__YOUR INSTRUCTIONS__.
Go through the records and copy each line where the string "labels" occurs.

Records from a collection:

────

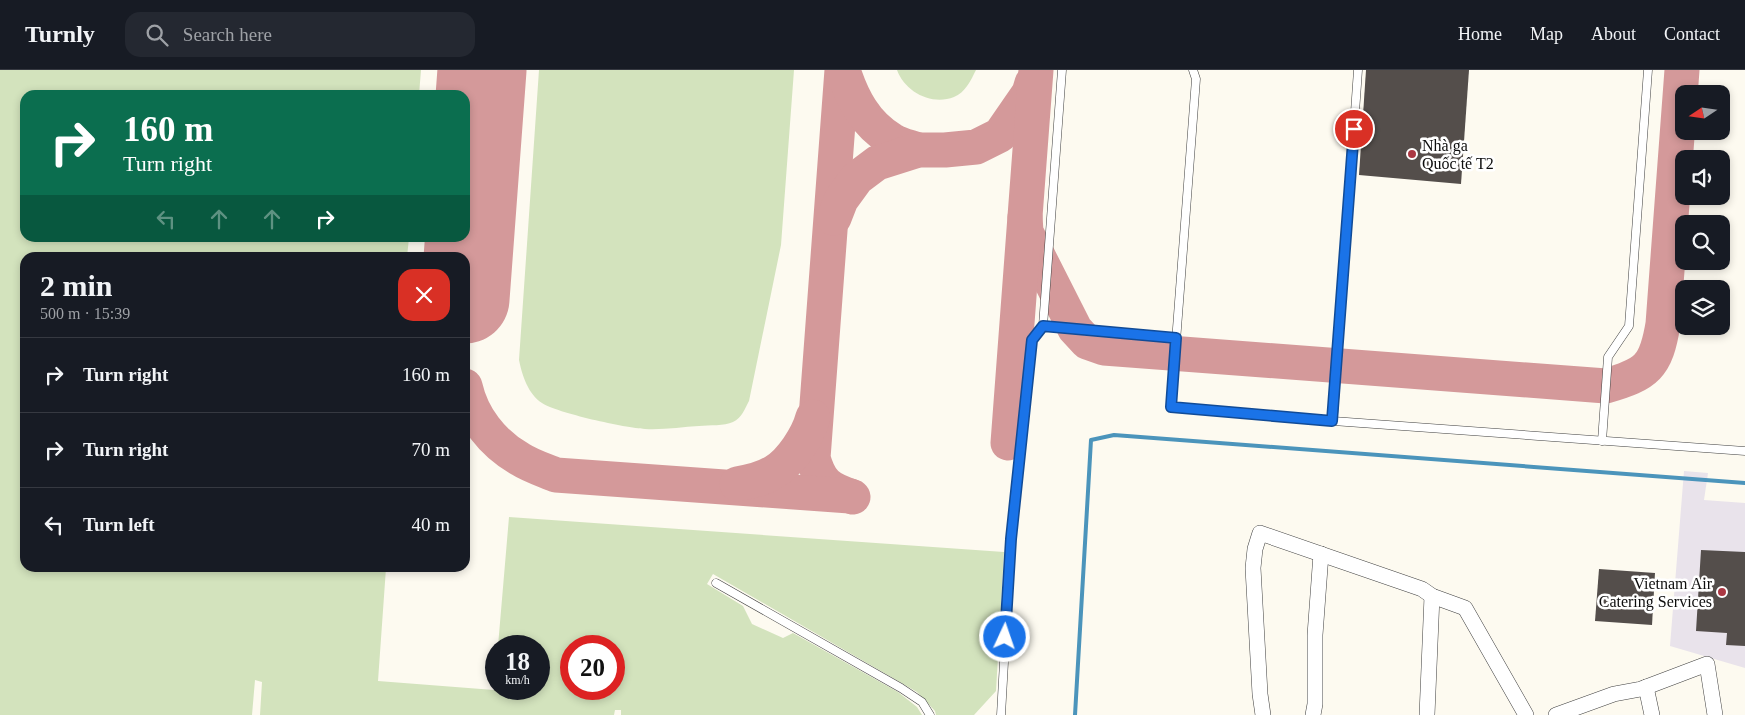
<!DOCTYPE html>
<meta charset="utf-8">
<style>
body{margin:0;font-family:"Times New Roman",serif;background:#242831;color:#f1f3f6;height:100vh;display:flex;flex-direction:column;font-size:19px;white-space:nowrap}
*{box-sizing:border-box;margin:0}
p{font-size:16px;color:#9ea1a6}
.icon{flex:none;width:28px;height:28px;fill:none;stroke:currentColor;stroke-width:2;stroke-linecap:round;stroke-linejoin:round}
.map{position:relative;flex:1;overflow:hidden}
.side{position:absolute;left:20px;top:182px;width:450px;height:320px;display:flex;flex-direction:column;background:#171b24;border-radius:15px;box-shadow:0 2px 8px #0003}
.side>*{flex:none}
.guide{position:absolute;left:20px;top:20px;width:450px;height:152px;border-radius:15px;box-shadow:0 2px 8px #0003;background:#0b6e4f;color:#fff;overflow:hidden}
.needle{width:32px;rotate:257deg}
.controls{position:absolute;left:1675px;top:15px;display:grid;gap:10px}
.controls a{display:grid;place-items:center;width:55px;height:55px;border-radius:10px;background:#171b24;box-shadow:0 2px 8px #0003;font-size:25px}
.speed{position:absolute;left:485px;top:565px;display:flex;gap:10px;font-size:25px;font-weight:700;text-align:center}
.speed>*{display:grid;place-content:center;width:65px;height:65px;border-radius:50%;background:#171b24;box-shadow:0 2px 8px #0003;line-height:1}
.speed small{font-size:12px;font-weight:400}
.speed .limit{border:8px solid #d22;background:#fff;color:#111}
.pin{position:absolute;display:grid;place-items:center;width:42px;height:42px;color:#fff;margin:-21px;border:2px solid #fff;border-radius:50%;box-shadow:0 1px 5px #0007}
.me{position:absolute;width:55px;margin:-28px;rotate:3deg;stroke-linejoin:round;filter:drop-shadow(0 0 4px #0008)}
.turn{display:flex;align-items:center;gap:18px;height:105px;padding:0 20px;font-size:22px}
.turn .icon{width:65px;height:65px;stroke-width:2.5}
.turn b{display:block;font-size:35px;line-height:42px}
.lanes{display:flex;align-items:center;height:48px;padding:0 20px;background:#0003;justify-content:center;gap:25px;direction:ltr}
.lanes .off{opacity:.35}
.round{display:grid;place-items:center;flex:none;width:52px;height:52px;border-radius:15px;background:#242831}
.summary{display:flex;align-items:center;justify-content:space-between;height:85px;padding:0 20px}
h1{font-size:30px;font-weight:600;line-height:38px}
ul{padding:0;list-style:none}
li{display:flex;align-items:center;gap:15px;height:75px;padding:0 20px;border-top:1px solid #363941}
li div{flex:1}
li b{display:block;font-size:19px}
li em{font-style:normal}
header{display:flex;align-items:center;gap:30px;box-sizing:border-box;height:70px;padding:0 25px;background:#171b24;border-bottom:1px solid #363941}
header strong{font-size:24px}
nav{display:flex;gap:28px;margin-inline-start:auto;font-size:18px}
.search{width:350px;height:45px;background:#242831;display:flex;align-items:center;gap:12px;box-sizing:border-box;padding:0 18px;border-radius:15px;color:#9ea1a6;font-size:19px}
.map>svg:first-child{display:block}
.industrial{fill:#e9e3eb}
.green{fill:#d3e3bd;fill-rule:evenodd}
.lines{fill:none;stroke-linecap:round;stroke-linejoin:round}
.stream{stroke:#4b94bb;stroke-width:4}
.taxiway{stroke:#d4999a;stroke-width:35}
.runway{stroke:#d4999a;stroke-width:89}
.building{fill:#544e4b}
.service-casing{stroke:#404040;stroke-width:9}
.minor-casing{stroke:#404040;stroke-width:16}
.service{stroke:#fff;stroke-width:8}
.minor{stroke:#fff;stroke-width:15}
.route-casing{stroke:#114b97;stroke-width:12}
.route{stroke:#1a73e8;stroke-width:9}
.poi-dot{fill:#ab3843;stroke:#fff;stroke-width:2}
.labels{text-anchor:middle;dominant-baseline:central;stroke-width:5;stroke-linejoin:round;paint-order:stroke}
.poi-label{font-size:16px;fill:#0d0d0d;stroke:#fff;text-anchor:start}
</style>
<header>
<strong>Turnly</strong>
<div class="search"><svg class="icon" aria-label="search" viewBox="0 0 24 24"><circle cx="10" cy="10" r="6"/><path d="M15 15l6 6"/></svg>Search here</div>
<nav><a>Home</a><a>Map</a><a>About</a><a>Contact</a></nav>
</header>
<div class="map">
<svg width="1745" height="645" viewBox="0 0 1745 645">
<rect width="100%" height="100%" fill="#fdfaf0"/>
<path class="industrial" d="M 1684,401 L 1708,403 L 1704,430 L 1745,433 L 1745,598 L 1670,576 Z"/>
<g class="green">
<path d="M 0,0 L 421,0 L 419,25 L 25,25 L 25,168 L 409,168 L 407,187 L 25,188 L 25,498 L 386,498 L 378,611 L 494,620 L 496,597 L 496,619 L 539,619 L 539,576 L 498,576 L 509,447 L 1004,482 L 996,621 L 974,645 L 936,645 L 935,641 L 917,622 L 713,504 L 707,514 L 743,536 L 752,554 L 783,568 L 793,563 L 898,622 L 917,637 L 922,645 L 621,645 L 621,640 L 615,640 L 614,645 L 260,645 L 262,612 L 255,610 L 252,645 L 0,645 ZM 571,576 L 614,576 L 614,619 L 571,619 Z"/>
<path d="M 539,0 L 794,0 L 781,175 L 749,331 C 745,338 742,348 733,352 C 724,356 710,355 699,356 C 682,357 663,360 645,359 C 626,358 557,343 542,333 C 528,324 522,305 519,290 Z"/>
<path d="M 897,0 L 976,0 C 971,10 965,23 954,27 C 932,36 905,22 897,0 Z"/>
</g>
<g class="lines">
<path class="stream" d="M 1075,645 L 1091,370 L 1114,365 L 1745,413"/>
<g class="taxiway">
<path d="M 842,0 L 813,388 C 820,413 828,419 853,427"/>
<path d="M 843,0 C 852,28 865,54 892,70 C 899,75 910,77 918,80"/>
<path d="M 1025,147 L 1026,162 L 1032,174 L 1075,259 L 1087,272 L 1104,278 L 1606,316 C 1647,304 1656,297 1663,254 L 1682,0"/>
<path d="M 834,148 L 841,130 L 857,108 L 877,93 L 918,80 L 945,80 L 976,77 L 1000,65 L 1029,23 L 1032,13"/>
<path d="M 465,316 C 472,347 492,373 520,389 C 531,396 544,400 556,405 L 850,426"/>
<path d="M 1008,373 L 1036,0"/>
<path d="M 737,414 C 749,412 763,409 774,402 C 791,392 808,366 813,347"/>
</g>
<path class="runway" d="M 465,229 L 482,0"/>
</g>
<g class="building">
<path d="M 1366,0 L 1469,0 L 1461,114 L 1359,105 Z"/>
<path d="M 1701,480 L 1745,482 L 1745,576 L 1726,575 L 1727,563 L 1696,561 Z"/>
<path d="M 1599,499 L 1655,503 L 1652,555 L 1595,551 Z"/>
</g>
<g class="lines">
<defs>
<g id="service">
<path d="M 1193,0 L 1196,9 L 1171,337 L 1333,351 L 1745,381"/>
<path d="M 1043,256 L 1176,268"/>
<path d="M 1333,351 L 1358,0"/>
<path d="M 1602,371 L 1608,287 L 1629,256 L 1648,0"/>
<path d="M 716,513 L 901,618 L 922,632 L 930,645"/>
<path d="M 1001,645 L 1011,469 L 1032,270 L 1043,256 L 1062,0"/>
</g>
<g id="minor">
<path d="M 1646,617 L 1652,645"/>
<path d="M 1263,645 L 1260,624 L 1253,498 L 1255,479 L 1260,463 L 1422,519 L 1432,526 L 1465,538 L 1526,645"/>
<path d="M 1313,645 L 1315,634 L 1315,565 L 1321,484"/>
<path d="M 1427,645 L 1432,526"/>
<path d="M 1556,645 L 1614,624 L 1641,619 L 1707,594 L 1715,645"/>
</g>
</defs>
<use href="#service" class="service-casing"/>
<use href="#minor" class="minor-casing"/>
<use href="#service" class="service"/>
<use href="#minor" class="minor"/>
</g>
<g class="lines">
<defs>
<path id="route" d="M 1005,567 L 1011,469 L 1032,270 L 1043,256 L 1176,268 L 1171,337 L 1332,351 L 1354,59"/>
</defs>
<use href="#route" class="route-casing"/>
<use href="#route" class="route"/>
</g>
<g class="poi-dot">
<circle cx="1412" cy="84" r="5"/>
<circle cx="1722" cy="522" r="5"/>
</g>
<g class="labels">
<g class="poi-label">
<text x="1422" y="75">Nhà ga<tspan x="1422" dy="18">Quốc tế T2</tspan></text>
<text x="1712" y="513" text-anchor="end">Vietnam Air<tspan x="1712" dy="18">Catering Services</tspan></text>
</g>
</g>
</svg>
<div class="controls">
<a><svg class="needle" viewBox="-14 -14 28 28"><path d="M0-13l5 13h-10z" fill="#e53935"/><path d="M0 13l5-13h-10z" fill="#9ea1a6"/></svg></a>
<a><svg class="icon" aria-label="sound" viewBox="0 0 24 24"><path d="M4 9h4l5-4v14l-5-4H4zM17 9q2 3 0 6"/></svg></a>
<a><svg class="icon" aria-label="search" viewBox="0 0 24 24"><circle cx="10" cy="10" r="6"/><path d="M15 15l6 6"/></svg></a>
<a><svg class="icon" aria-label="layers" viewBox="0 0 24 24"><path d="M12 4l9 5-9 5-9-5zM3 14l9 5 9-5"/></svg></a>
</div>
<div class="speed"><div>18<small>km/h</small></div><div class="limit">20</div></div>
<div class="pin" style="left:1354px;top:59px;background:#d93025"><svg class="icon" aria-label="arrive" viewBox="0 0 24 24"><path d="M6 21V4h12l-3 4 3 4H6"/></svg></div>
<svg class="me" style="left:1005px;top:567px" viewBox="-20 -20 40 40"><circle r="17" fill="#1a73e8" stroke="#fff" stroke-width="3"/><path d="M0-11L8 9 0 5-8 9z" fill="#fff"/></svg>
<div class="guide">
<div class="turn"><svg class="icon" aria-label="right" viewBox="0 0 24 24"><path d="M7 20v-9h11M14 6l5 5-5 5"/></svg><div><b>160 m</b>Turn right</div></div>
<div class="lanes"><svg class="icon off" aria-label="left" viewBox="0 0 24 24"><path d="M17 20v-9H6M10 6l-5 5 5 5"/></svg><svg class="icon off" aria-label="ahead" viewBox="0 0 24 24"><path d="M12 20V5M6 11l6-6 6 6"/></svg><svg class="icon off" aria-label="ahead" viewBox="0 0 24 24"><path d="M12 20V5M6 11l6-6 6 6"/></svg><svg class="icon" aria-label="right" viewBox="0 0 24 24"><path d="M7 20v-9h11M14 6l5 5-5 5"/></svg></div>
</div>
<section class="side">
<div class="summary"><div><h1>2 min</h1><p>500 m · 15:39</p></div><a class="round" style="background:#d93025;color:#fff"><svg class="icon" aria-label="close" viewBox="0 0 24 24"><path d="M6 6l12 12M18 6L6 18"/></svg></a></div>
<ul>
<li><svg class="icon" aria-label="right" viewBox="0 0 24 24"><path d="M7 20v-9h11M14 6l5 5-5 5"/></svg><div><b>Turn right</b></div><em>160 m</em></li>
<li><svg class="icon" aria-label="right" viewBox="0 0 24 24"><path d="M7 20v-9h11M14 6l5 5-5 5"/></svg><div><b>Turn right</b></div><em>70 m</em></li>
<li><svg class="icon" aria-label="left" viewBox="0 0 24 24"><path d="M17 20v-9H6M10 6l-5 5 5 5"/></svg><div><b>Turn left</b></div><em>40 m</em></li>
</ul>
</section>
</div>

────

__OUTPUT OF THE TASK__.
.labels{text-anchor:middle;dominant-baseline:central;stroke-width:5;stroke-linejoin:round;paint-order:stroke}
<g class="labels">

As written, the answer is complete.